Il regista Giacomo Campiotti con i protagonisti

Il regista Giacomo Campiotti con i protagonisti

Bologna, 22 dicembre 2019 - Ha radici e cuore bolognese, la fiction di successo di RaiUno, Ognuno è perfetto che, dopo aver registrato ottimi indici di ascolto, si concluderà domani. Scritta dallo sceneggiatore bolognese Fabio Bonifacci affronta, mescolando allegria e commozione, un tema complesso, quello dell’universo dei ragazzi down, trasportando nella dimensione della commedia una realtà raccontata senza mai indulgere nel pietismo.

Bonifacci, come ha affrontato, per il pubblico televisivo, la vita dei ragazzi con sindrome down? "Nell’unica, dal mio punto di vista, maniera possibile. Conoscendoli, frequentandoli, facendo diventare per alcuni mesi la loro quotidianità la mia. Parlando dei loro sogni e dei loro desideri, che sono assolutamente simili a nostri, cosiddetti ‘normali’. Loro, semplicemente, hanno un’altra maniera per descriverli, ma sono il nostro specchio, ci ricordano che ognuno di noi ha dentro una ’diversità’. Stare con loro aiuta a riconoscere la nostra. Sono loro a farci un regalo di straordinaria umanità. Ed è proprio intorno a questo ‘omaggi’ che gravita la sceneggiatura che ho ideato".

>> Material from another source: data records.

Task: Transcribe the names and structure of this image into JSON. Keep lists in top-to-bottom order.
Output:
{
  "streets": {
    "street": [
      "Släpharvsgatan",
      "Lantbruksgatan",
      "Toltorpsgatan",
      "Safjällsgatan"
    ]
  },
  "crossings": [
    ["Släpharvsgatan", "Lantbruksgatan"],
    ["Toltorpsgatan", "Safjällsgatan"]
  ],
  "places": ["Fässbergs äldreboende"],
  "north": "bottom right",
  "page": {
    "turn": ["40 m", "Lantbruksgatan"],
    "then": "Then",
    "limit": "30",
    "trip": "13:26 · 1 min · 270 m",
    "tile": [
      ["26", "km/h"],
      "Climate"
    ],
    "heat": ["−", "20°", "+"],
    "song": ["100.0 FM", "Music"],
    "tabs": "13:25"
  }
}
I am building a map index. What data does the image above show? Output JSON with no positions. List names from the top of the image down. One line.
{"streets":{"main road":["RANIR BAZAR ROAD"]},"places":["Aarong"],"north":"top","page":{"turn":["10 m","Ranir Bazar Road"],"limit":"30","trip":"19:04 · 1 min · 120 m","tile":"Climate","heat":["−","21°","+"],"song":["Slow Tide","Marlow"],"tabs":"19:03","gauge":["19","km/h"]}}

Dove li ha conosciuti? "Ho avuto la grande fortuna di poter essere ospite di un ambiente meraviglioso, una eccellenza bolognese, purtroppo poco conosciuta, la ‘Casa delle idee’ in via Saragozza. Si tratta di un luogo fortemente voluto dalle associazioni di volontariato che agiscono sul territorio, dove i ragazzi down imparano quello che per loro è il bene più prezioso: l’autonomia. Qui compiono un percorso sostenuto da bravissimi educatori, coordinati da Rosanna De Sanctis, che li porta a conquistare margini sempre maggiori di indipendenza. Così diventano in gradi di gestire il loro tempo da solo, organizzano la loro vita, cucinano, programmano le uscite, coltivano i rapporti umani, si preparano a entrare nel mondo del lavoro".

Quanto di quello che lei ha visto nella Casa delle Idee è poi entrato nella sceneggiatura? "Praticamente tutto. La fiction è nata da un invito arrivato dalla Rai che mi ha chiesto un adattamento italiano di una serie belga che aveva come protagonisti un gruppo di ragazzi down. Io mi sono immerso nella realtà dei 20 giovani ospiti della Casa delle Idee e ho scritto un soggetto che gravita proprio sulla loro normalità. In particolare su una storia d’amore, sentimento molto forte tra loro e su quanto per queste persone sia importante trovare un lavoro, che è la vera forma di emancipazione di cui hanno bisogno".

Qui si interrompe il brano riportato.